MATERIAL FOR THIS TASK
=== Begin Enclosure ===
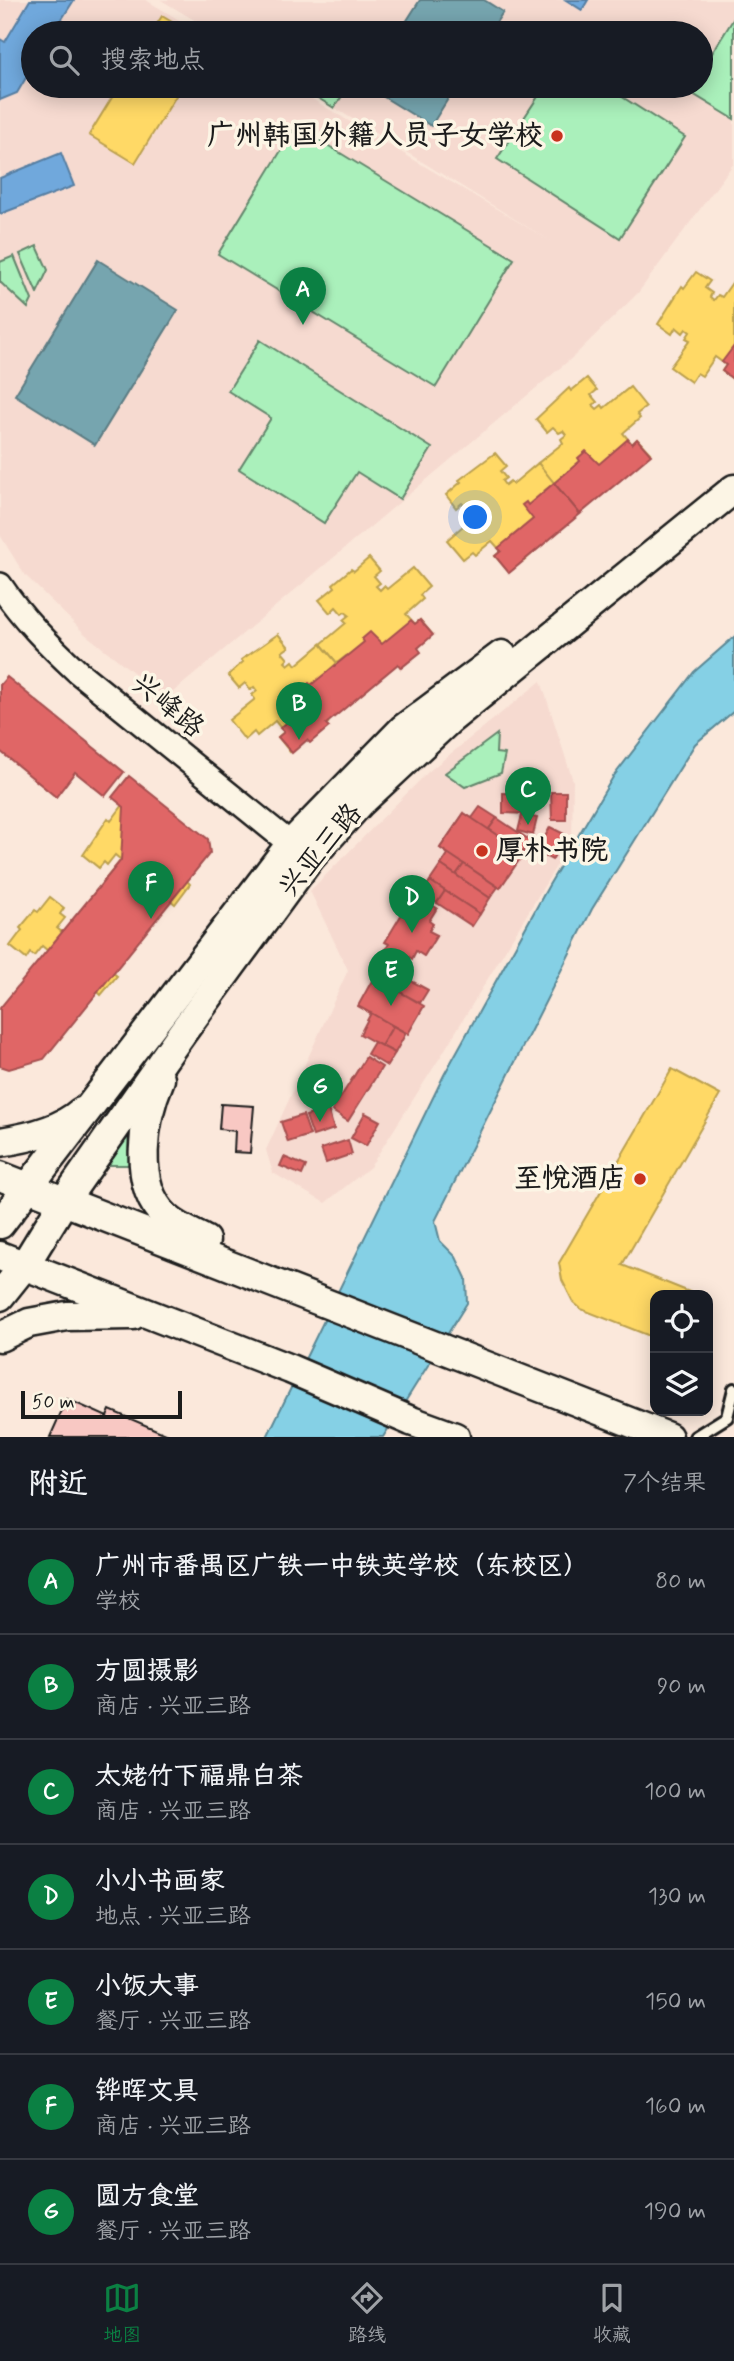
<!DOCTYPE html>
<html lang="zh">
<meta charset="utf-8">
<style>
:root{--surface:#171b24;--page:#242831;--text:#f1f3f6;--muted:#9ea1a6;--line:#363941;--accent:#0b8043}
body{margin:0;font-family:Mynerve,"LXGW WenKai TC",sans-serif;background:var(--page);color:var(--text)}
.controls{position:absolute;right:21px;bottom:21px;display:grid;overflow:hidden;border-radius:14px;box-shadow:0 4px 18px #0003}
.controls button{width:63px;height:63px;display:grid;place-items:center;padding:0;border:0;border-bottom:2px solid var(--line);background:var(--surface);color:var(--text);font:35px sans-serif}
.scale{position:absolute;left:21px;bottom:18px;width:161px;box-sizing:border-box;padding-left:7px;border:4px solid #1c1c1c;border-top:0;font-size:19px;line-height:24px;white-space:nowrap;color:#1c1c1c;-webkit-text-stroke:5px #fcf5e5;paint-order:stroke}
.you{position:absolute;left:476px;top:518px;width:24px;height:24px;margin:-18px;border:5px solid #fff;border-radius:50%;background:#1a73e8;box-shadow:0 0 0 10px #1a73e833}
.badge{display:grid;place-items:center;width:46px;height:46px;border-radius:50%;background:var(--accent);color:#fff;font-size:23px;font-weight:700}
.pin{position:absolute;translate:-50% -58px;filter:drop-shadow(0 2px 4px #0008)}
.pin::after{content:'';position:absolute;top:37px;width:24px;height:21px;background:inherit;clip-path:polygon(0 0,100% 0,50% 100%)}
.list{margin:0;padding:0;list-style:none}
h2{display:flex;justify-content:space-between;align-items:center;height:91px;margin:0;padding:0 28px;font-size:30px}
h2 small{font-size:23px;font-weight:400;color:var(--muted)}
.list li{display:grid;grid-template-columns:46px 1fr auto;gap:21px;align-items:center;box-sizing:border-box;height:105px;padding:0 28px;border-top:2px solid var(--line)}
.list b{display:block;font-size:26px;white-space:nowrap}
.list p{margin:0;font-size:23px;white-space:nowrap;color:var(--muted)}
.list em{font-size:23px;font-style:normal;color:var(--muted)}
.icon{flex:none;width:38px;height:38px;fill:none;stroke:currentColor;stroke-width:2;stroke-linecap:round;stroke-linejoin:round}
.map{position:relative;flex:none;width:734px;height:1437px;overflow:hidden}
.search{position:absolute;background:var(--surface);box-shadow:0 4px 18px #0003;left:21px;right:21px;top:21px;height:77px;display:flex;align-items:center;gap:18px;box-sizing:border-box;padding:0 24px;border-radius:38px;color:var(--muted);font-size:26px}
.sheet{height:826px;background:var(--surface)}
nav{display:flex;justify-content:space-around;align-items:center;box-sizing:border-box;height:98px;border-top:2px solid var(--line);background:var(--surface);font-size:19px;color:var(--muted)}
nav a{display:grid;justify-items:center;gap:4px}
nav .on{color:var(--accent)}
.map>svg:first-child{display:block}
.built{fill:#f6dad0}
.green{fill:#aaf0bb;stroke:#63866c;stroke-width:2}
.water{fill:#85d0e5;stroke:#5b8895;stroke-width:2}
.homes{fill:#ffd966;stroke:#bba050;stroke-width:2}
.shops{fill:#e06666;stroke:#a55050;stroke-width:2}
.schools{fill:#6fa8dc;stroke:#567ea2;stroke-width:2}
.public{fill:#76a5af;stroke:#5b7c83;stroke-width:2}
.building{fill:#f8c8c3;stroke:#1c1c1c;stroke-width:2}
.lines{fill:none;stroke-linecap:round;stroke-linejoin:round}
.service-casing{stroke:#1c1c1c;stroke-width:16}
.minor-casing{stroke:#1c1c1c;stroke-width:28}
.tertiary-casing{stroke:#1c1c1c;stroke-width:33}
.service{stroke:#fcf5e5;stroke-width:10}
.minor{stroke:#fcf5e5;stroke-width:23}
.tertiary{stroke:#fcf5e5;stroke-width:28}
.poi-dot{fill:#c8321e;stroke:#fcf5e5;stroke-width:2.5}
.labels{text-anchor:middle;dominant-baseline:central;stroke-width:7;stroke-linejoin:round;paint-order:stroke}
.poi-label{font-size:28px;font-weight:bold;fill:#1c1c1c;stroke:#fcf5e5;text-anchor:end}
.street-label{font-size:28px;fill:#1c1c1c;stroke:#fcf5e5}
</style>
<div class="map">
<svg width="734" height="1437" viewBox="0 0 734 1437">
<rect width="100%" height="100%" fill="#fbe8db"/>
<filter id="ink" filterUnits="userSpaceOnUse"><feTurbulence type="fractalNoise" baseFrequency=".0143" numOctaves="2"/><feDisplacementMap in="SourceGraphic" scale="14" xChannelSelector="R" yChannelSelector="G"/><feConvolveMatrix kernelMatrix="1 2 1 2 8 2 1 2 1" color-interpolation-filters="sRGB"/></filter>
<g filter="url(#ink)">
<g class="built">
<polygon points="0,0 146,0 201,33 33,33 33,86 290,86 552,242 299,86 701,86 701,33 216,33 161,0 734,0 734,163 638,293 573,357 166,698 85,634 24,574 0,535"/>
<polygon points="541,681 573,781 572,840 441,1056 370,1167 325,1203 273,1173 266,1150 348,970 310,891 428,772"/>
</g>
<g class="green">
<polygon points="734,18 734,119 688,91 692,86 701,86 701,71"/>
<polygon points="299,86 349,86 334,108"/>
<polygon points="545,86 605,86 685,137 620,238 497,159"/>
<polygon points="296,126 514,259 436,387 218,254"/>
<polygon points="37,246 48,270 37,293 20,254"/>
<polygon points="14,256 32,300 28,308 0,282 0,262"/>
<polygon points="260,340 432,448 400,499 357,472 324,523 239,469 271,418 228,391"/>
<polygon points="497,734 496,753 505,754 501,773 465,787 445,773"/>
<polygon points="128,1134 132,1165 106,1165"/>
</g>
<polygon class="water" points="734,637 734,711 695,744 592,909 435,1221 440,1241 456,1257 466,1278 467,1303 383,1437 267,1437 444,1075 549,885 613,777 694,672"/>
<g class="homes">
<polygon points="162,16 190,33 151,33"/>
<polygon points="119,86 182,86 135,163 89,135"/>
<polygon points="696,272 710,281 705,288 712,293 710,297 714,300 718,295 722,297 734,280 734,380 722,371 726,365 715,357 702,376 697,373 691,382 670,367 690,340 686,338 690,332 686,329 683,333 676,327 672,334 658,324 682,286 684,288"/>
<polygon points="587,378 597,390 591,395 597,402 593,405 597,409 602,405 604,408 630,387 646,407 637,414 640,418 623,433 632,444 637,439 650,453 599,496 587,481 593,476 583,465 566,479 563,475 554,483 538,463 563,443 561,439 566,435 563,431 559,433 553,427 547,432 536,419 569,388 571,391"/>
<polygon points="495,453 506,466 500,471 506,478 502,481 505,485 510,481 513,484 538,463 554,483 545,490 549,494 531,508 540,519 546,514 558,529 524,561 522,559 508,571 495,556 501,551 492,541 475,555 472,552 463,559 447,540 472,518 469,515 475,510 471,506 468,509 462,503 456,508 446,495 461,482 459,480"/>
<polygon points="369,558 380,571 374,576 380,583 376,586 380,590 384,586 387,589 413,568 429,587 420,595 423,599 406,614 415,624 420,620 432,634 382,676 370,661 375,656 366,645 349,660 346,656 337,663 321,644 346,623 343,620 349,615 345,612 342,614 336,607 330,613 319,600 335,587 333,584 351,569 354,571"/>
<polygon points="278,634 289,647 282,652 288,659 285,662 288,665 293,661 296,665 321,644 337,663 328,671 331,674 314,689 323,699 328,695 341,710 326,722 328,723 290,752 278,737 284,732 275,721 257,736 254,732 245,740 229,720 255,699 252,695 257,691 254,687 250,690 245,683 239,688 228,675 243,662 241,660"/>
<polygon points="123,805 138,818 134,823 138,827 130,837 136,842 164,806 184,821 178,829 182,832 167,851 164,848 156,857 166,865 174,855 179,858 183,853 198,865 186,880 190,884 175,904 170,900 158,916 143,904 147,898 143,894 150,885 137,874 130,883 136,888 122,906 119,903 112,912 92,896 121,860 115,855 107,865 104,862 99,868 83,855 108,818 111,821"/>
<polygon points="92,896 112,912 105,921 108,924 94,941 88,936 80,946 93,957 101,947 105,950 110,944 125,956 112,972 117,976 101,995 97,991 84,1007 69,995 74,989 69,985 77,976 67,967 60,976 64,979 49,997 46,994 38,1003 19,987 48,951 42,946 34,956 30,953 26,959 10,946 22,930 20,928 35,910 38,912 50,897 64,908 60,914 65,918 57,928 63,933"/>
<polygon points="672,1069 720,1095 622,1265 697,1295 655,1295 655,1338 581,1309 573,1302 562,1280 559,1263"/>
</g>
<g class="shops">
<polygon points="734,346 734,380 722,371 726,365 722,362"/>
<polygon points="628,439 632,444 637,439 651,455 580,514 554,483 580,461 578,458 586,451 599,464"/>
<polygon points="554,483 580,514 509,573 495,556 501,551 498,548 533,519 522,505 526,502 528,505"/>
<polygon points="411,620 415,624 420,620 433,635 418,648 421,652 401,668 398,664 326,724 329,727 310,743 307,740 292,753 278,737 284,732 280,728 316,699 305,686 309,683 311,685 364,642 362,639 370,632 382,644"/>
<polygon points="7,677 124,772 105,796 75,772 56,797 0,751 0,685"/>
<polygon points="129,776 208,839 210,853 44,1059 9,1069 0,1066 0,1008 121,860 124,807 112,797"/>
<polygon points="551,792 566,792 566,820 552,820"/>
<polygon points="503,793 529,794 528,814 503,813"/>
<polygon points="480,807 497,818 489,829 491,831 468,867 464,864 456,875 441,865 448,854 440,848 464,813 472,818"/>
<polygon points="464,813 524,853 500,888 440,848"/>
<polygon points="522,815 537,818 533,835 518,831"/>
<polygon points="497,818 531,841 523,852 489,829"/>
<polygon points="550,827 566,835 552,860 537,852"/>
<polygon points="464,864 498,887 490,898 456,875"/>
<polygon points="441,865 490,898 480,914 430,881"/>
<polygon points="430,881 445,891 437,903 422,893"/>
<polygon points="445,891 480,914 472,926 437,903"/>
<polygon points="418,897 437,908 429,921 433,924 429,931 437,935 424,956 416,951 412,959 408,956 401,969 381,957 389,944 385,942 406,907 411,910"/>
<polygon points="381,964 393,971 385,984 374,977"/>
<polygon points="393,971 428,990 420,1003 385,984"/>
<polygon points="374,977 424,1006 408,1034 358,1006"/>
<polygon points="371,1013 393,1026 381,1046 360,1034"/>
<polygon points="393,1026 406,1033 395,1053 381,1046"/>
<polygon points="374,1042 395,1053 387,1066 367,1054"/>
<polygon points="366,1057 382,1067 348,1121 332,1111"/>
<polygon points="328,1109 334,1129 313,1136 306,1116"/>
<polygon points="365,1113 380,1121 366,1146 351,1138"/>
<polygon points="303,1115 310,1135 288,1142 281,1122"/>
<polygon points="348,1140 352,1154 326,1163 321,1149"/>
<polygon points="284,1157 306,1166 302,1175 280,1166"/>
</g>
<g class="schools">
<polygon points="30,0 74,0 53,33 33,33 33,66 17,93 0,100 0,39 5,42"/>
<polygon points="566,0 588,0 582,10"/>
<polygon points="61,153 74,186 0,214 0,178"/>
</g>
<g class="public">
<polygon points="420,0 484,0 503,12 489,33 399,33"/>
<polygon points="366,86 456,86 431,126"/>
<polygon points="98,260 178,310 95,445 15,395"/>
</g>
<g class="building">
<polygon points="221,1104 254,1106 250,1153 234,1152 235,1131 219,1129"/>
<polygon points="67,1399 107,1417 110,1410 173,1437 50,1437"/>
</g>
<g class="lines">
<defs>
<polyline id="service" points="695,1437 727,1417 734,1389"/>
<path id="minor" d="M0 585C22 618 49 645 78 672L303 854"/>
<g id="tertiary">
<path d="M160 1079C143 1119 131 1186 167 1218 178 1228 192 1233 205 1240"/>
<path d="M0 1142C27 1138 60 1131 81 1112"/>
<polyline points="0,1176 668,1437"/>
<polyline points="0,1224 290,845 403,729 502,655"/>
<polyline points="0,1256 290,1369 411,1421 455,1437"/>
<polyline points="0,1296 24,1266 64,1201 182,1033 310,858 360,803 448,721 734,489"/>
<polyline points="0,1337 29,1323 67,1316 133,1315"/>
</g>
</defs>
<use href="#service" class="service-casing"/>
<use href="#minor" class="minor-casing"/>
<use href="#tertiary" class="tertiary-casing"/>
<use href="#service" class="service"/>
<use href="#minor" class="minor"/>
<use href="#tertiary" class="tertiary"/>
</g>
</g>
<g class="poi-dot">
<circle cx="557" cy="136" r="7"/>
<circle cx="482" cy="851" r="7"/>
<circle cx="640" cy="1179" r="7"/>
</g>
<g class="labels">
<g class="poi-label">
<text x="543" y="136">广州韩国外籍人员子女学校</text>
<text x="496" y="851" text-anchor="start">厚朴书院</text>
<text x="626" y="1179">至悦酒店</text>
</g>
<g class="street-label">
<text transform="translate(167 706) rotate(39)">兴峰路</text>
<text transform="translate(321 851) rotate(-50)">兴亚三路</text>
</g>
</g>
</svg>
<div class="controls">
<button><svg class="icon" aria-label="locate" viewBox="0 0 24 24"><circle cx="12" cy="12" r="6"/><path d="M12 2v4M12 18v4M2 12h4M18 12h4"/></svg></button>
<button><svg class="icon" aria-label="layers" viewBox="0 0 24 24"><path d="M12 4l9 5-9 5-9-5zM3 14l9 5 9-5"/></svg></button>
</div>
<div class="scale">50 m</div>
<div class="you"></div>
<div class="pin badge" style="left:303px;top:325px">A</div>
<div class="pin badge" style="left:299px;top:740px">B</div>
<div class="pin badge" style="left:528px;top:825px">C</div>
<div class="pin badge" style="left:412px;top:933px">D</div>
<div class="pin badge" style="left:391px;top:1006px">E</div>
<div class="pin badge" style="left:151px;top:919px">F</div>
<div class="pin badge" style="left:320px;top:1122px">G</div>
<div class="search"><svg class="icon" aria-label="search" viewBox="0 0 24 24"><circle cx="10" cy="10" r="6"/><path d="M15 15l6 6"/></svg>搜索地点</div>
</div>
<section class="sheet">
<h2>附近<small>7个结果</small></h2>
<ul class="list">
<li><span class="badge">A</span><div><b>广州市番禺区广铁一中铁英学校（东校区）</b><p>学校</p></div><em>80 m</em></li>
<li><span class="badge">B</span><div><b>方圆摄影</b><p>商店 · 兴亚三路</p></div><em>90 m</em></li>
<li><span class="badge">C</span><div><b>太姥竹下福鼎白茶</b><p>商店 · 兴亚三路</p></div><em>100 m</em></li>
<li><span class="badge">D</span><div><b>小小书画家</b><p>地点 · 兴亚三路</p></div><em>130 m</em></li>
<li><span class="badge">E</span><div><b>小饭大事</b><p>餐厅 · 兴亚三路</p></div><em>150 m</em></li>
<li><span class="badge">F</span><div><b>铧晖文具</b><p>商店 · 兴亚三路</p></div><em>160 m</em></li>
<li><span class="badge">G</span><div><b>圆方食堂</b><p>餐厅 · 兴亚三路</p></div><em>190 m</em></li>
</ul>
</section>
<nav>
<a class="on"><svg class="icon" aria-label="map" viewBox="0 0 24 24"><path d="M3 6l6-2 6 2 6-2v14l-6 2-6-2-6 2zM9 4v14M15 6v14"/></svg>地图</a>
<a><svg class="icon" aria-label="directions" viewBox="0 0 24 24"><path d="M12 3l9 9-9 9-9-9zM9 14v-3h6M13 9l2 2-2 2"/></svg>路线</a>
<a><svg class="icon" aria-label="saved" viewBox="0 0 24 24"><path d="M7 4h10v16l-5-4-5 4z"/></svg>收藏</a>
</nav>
=== End Enclosure ===
WORK REQUIRED
From the material above, determine how many lines hold the string "bottom"; give the number without comment.

REPLY TO THE TASK
3